Hi @pss-123 - thanks for opening this issue. Could you attach an example file to this issue and describe the behavior you're observing?

Separately, if you'd like to process HTML documents visually, you can convert the HTML file to a PDF or an image and then process the converted file using the hi res strategy.
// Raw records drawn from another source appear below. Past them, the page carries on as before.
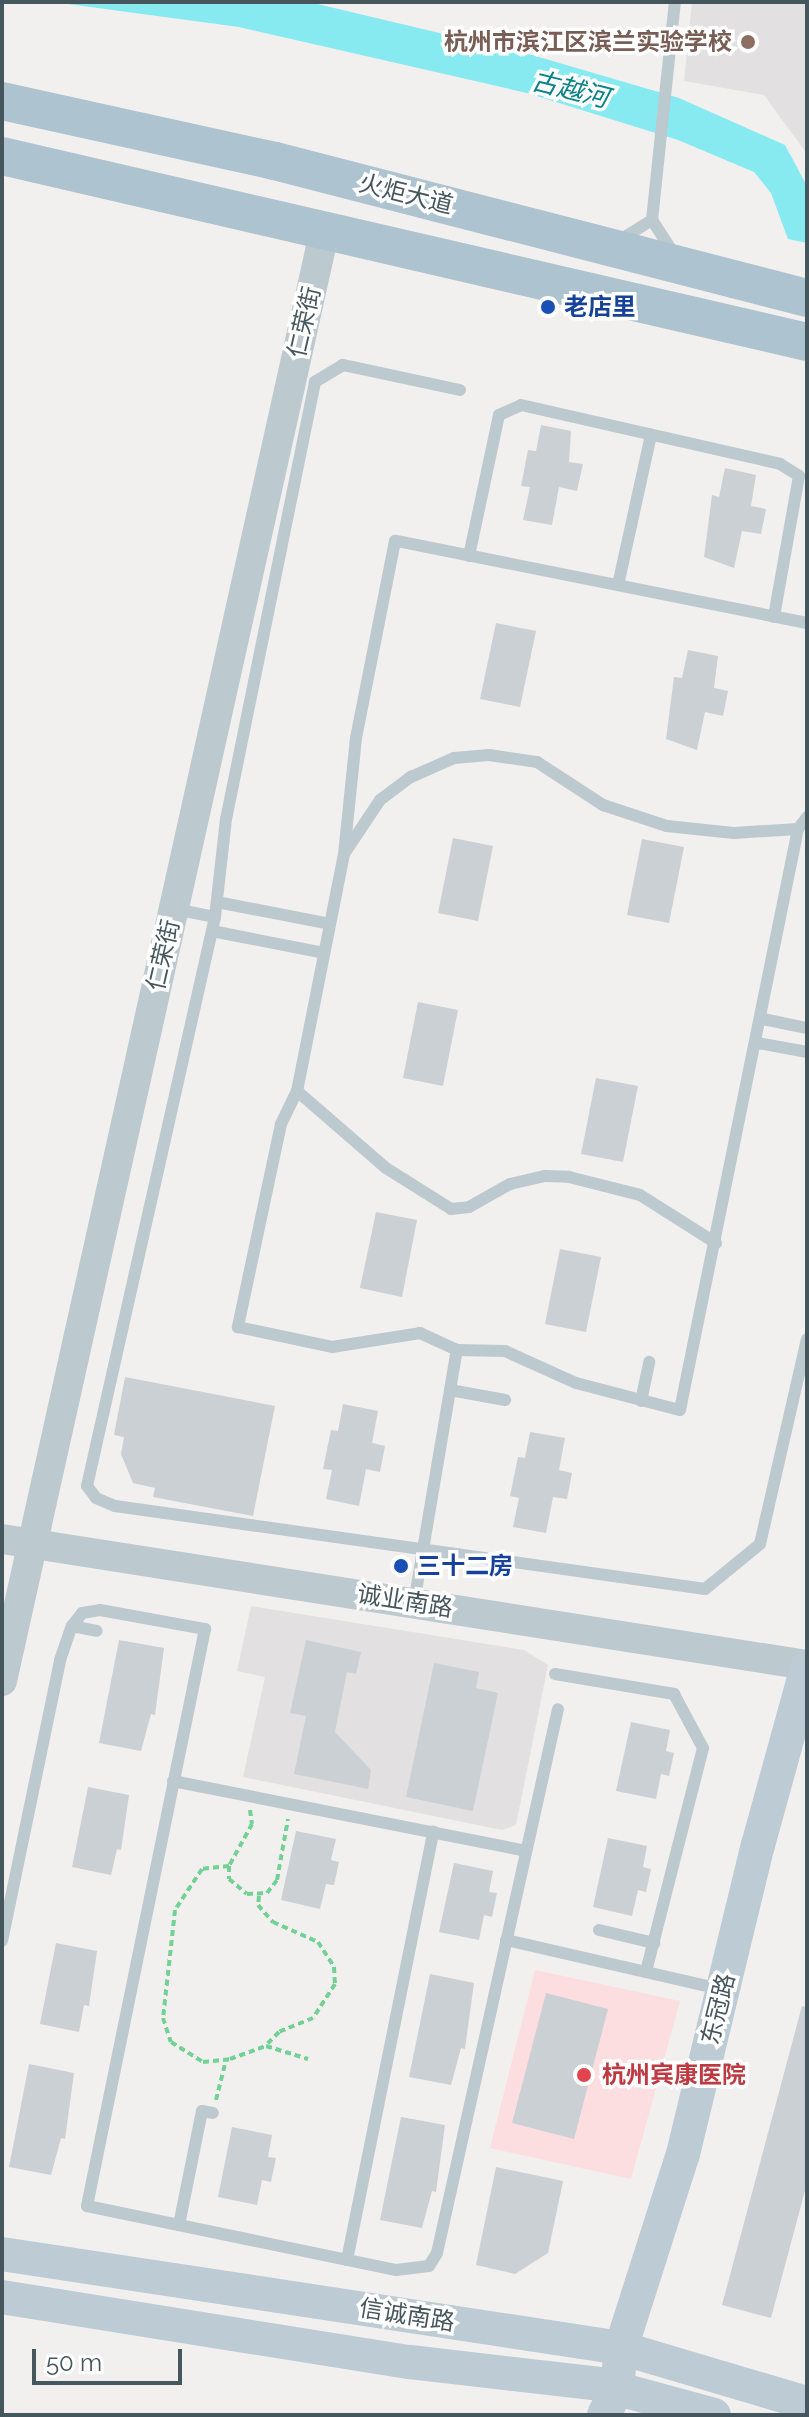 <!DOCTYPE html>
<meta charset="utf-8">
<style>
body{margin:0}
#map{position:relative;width:809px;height:2417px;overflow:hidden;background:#f2efef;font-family:Raleway,"Noto Sans SC",sans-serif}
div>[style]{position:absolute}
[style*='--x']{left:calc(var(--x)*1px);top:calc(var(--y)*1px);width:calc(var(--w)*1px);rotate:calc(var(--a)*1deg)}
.education>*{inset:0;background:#e3e0e1}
.medical>*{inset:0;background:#fcdee0}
.water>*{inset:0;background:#86eaf0}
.building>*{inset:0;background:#cbd0d4}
.path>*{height:4px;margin-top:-2px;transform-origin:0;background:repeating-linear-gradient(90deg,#72d194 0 6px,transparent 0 10px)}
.service>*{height:12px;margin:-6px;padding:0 6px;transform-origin:6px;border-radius:6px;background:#bcc9cf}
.tertiary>*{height:30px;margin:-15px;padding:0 15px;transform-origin:15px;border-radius:15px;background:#bcc9cf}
.secondary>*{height:34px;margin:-17px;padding:0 17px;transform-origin:17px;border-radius:17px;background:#bccbd4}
.primary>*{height:38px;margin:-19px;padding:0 19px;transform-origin:19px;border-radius:19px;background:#adc3cf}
.dots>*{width:22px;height:22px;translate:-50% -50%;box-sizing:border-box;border:4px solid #fff;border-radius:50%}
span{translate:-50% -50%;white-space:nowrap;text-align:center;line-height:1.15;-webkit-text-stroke:7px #fff;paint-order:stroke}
.education-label{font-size:24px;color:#785e54;font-weight:700}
.right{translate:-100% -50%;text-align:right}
.street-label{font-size:24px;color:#46565d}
.transit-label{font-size:24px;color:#164399;font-weight:700}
.left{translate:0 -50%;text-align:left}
.health-label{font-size:24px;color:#be3a42;font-weight:700}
.water-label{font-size:26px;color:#098188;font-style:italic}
.frame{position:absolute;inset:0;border:4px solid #46565d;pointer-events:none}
.scale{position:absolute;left:32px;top:2349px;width:150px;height:36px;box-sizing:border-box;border:4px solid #46565d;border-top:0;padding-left:10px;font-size:24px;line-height:28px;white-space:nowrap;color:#46565d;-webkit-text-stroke:6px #fff;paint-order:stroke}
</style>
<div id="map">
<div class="education">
<i style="clip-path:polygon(692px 2px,807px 2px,807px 154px,764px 95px,684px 81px)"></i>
<i style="clip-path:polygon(251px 1606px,524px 1650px,548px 1665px,516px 1825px,502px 1830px,243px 1777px,265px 1677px,237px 1671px)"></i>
</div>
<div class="medical">
<i style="clip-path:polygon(535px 1970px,680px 2001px,631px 2179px,490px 2148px)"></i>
</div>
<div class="water">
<i style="clip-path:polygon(53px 2px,309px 2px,532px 55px,679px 98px,785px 145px,807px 186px,807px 243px,788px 239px,771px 193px,754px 172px,678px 140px,527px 93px,239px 27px)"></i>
</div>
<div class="building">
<i style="clip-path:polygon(541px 425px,571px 431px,569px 462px,583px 464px,577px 491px,559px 487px,552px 525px,523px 520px,530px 487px,521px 486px,528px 450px,536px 451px)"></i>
<i style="clip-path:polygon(725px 468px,756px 475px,751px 506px,766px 509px,761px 534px,742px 531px,734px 568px,704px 557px,712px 495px,719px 497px)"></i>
<i style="clip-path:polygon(496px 623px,536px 631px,520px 707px,480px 699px)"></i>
<i style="clip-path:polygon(688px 650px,718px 656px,714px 688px,728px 691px,723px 716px,705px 712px,697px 750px,666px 739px,674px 677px,682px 678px)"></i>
<i style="clip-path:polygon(453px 838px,493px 846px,478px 921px,438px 913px)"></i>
<i style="clip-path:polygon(642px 839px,684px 847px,669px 923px,627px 915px)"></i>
<i style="clip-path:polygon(418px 1002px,458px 1010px,443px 1086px,403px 1078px)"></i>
<i style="clip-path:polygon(596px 1078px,638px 1086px,623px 1162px,581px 1154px)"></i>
<i style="clip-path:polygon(376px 1212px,417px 1220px,402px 1297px,360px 1288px)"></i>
<i style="clip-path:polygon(560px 1249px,601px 1257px,586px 1332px,545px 1324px)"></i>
<i style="clip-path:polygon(125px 1377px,275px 1406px,253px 1516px,153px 1497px,155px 1488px,133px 1483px,121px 1454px,124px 1437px,114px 1435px)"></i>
<i style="clip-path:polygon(343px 1404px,378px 1411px,372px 1443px,385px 1446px,380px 1472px,366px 1469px,359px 1506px,326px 1499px,332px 1470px,323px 1469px,331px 1430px,338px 1431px)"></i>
<i style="clip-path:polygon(530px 1432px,565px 1438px,559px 1470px,572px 1473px,567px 1499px,553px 1497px,546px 1533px,513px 1527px,519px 1498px,510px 1496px,518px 1457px,525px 1458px)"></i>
<i style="clip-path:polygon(119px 1640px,164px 1648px,155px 1715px,151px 1714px,141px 1751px,99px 1743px)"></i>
<i style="clip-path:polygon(306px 1640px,361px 1652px,356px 1674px,347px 1672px,335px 1732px,371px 1770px,368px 1789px,294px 1774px,306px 1716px,290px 1713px)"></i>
<i style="clip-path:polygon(434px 1663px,479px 1672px,476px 1688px,498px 1693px,473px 1811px,406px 1797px)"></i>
<i style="clip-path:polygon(631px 1722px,670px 1730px,666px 1751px,674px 1753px,669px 1776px,661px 1774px,656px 1799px,616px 1791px)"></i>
<i style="clip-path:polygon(88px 1787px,129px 1795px,121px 1850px,117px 1849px,111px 1875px,72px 1867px)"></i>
<i style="clip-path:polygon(296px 1831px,336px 1839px,331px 1860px,339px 1862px,334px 1885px,326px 1884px,320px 1909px,281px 1900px)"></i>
<i style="clip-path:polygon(608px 1838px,647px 1846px,643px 1867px,651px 1869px,646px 1892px,638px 1890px,632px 1916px,593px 1907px)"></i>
<i style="clip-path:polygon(454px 1863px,493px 1871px,489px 1892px,497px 1893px,492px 1917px,484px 1915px,479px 1940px,439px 1932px)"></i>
<i style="clip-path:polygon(56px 1943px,97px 1951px,89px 2006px,84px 2005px,79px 2032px,40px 2024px)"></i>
<i style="clip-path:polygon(430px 1974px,474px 1983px,465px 2049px,461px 2048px,451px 2085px,409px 2077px)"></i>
<i style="clip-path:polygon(546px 1993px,608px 2009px,574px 2139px,512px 2123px)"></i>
<i style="clip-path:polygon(802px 2006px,807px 2007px,807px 2183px,771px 2318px,722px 2305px)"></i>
<i style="clip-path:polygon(29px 2064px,74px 2073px,65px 2139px,61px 2138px,51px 2175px,9px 2167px)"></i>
<i style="clip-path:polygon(401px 2117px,445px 2125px,436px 2192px,432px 2191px,422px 2228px,380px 2220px)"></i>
<i style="clip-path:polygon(232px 2127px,272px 2135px,268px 2157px,276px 2158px,271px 2182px,262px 2180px,257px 2205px,218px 2197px)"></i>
<i style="clip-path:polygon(496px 2167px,563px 2181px,548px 2253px,515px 2274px,476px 2265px)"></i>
</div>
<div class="path">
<i style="--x:250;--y:1810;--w:14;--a:82"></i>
<i style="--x:252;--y:1824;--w:48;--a:118.7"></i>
<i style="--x:229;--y:1866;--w:13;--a:90"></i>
<i style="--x:229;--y:1879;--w:23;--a:40"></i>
<i style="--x:247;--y:1894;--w:20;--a:-3"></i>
<i style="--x:267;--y:1893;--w:16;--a:-52"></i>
<i style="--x:277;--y:1880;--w:62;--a:-79.8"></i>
<i style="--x:229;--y:1866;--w:27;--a:174"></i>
<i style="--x:202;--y:1869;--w:49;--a:123.4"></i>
<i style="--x:175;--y:1910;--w:109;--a:96.3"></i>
<i style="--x:163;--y:2018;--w:25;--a:72"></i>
<i style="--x:171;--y:2042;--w:38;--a:32"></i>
<i style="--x:203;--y:2062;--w:27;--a:-6"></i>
<i style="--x:230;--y:2059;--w:38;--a:-20"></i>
<i style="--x:266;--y:2046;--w:44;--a:17.2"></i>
<i style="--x:259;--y:1896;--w:9;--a:96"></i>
<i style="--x:258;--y:1905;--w:23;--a:49"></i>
<i style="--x:273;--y:1922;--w:49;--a:24"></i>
<i style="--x:318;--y:1942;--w:30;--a:57"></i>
<i style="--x:334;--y:1967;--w:17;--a:87"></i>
<i style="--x:335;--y:1984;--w:40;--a:122.9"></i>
<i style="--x:313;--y:2018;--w:37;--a:158"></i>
<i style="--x:279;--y:2032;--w:18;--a:135"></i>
<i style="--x:216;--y:2100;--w:41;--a:-76"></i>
</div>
<div class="service">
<i style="--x:652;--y:220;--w:219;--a:-84"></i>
<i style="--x:652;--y:220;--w:44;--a:57"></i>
<i style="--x:615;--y:243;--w:44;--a:-31.9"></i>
<i style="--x:460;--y:390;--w:120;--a:-167.9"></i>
<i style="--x:343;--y:365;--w:33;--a:149"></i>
<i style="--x:315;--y:382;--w:446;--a:101.5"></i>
<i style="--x:226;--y:819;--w:99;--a:96.4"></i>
<i style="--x:215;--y:917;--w:583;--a:102.68"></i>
<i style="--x:87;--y:1486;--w:15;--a:53"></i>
<i style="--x:96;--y:1498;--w:21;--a:23"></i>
<i style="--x:115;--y:1506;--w:596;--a:8.01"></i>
<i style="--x:705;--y:1589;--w:71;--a:-39.3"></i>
<i style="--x:760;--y:1544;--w:210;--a:-77.1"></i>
<i style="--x:469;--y:556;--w:144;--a:-78"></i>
<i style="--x:499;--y:415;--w:24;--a:-24"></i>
<i style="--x:521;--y:405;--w:266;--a:12.8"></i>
<i style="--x:780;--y:464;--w:22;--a:32"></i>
<i style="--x:799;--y:476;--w:143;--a:100.1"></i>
<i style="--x:618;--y:585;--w:154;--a:-77.6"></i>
<i style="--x:807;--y:623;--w:420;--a:-168.7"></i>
<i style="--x:395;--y:541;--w:201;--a:101.2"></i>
<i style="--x:356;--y:738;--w:117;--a:95.9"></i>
<i style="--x:344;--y:854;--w:242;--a:101.2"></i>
<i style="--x:297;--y:1091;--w:37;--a:116"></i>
<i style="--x:281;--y:1124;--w:208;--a:102"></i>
<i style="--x:238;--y:1327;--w:96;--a:12"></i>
<i style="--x:332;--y:1347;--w:89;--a:-9"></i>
<i style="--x:420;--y:1333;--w:41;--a:24.7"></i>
<i style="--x:457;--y:1350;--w:48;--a:1.2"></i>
<i style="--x:505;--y:1351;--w:78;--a:24.3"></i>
<i style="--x:576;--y:1383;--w:107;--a:14.6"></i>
<i style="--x:680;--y:1410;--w:593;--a:-78.52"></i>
<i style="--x:798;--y:829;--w:15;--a:-53"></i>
<i style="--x:346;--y:851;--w:61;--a:-56.3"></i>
<i style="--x:380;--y:800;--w:39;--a:-37"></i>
<i style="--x:411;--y:777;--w:47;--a:-23.8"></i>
<i style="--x:454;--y:758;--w:35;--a:-5"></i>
<i style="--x:489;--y:755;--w:49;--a:8.3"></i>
<i style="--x:537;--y:762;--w:79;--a:33.1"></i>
<i style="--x:603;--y:805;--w:67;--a:18.2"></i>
<i style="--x:667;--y:826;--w:67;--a:6"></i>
<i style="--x:734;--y:833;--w:64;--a:-3.6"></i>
<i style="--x:217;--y:902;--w:115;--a:11"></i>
<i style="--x:175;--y:909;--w:41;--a:11.3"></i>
<i style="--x:212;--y:931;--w:114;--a:11.1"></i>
<i style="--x:763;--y:1019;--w:45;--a:11.6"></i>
<i style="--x:758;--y:1043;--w:50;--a:10.4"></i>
<i style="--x:297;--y:1091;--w:118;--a:40.9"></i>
<i style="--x:386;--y:1168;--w:77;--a:32.2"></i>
<i style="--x:451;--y:1209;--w:18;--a:-6"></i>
<i style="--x:469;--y:1207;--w:47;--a:-29.3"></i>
<i style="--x:510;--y:1184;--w:36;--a:-13"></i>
<i style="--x:545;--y:1176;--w:24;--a:2"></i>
<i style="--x:569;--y:1177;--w:73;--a:14.2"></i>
<i style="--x:640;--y:1195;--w:90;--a:32.3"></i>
<i style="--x:450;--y:1390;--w:56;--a:10.3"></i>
<i style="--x:641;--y:1401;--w:40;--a:-78"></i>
<i style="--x:414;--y:1603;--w:257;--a:-80.4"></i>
<i style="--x:72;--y:1626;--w:25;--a:11"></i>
<i style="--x:555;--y:1674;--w:121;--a:9.5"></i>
<i style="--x:674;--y:1694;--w:61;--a:61.8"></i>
<i style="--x:703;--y:1748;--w:231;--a:104.3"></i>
<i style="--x:173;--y:1781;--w:360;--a:11.2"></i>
<i style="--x:599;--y:1930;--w:57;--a:13.3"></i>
<i style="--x:506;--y:1940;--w:220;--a:12.9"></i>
<i style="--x:2;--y:1941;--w:287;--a:-78.3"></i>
<i style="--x:60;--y:1660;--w:36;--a:-71"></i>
<i style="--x:72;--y:1626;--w:16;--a:-52"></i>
<i style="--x:82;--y:1613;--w:18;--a:-9"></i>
<i style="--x:100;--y:1610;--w:107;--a:10.3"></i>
<i style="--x:205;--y:1629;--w:589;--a:101.56"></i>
<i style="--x:87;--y:2206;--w:316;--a:11.7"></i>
<i style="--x:396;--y:2270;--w:33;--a:-7"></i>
<i style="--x:429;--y:2266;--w:15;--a:-58"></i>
<i style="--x:437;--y:2253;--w:557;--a:-77.46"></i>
<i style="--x:179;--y:2225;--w:116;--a:-78.6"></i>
<i style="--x:202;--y:2111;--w:11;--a:10"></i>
<i style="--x:347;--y:2260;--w:437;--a:-78.6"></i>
</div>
<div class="tertiary">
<i style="--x:2;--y:1539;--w:815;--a:8.9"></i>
<i style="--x:2;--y:1681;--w:1487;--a:-77.46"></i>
</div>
<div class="secondary">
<i style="--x:2;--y:2254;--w:626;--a:8.63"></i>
<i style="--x:621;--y:2348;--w:194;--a:16.5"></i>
<i style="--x:2;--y:2297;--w:413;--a:9.1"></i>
<i style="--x:410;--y:2362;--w:191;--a:6.6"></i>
<i style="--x:600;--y:2384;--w:118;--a:15.2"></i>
<i style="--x:604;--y:2415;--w:30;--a:-64"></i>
<i style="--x:617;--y:2388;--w:40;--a:-84.3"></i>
<i style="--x:621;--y:2348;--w:204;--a:-72.3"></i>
<i style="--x:683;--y:2154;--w:318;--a:-76.4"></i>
<i style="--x:758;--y:1845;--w:185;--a:-74.6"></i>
</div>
<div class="primary">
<i style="--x:2;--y:101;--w:280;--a:12.4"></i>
<i style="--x:275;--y:161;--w:549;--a:14.44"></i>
<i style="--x:2;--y:156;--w:826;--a:13.01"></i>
</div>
<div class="dots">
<i style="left:748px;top:42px;background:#8d6e63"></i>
<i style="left:548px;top:307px;background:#1a4fb4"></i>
<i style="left:401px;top:1566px;background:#1a4fb4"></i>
<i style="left:584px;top:2075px;background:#e0444e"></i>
</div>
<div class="education-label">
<span class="right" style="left:732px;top:42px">杭州市滨江区滨兰实验学校</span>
</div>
<div class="street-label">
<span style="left:406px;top:194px;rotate:14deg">火炬大道</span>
<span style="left:304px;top:322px;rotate:-77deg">仁荣街</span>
<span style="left:163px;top:955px;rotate:-77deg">仁荣街</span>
<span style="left:405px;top:1601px;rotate:9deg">诚业南路</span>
<span style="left:718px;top:2009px;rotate:-76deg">东冠路</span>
<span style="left:407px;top:2315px;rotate:9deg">信诚南路</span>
</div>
<div class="transit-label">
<span class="left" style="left:564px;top:307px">老店里</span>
<span class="left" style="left:417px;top:1566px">三十二房</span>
</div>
<div class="health-label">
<span class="left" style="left:602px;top:2075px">杭州宾康医院</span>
</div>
<div class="water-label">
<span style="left:570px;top:90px;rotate:14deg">古越河</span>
</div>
<div class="frame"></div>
<div class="scale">50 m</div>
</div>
scanny commented 3 weeks ago

This is some sample HTML that will reproduce the issue:

<p>
  American football is by several measures the most popular spectator sport in the United States;
  <sup id="cite_ref-574" class="reference">
    <a href="#cite_note-574">[554]</a>
  </sup>
  the
  <a href="https://en.wikipedia.org/wiki/National_Football_League" title="National Football League">
    National Football League
  </a> has the highest average attendance of any sports league in the world, and the
  <a href="https://en.wikipedia.org/wiki/Super_Bowl" title="Super Bowl">Super Bowl</a> is watched
  by tens of millions globally.
  <sup id="cite_ref-575" class="reference">
    <a href="#cite_note-575">[555]</a>
  </sup>
  However, baseball has been regarded as the U.S.
  "<a href="https://en.wikipedia.org/wiki/National_sport" title="National sport">national sport</a>"
  since the late 19th century. After American football, the next four most popular professional
  team sports are basketball, baseball, soccer, and ice hockey. Their premier leagues are,
  respectively, the
  <a
    href="https://en.wikipedia.org/wiki/National_Basketball_Association"
    title="National Basketball Association"
  >
    National Basketball Association
  </a>,
  <a href="https://en.wikipedia.org/wiki/Major_League_Baseball" title="Major League Baseball">
    Major League Baseball
  </a>,
  <a
    href="https://en.wikipedia.org/wiki/Major_League_Soccer"
    title="Major League Soccer"
  >
    Major League Soccer
  </a>,
  and the
  <a href="https://en.wikipedia.org/wiki/National_Hockey_League" title="National Hockey League">
    National Hockey League
  </a>.
  The most-watched
  <a href="https://en.wikipedia.org/wiki/Individual_sport" title="Individual sport">
    individual sports
  </a>
  in the U.S. are
  <a
    href="https://en.wikipedia.org/wiki/Golf_in_the_United_States"
    title="Golf in the United States"
  >
    golf
  </a> and
  <a href="https://en.wikipedia.org/wiki/Auto_racing" title="Auto racing">auto racing</a>,
  particularly
  <a href="https://en.wikipedia.org/wiki/NASCAR" title="NASCAR">NASCAR</a>
  and
  <a href="https://en.wikipedia.org/wiki/IndyCar" title="IndyCar">IndyCar</a>.
  <sup id="cite_ref-576" class="reference"><a href="#cite_note-576">[556]</a></sup>
  <sup id="cite_ref-577" class="reference"><a href="#cite_note-577">[557]</a></sup>
</p>

produces:

HTMLText('[554]')
HTMLNarrativeText('National Football League\n   has the highest average attendance of any sports league in the world, and the')
HTMLNarrativeText('Super Bowl is watched\n  by tens of millions globally.')
HTMLText('[555]')
HTMLNarrativeText(
    'national sport"\n  since the late 19th century. After American football, the next four most popular'
    ' professional\n  team sports are basketball, baseball, soccer, and ice hockey. Their premier leagues'
    ' are,\n  respectively, the'
)
HTMLText('National Basketball Association\n  ,')
HTMLText('Major League Baseball\n  ,')
HTMLTitle('Major League Soccer\n  ,\n  and the')
HTMLTitle('National Hockey League\n  .\n  The most-watched')
HTMLNarrativeText('individual sports\n  \n  in the U.S. are')
HTMLTitle('golf\n   and')
HTMLTitle('auto racing,\n  particularly')
HTMLTitle('NASCAR\n  and')
HTMLTitle('IndyCar.')
HTMLText('[556]')
HTMLText('[557]')

Note also that the initial <p> element text "American football is by several measures ..." is dropped along with other portions of text like "However, baseball has been regarded in the U.S. ...".

pss-123 commented 3 weeks ago

Separately, if you'd like to process HTML documents visually, you can convert the HTML file to a PDF or an image and then process the converted file using the hi res strategy.

@MthwRobinson Thank you for providing this idea. I will give it a try for sure.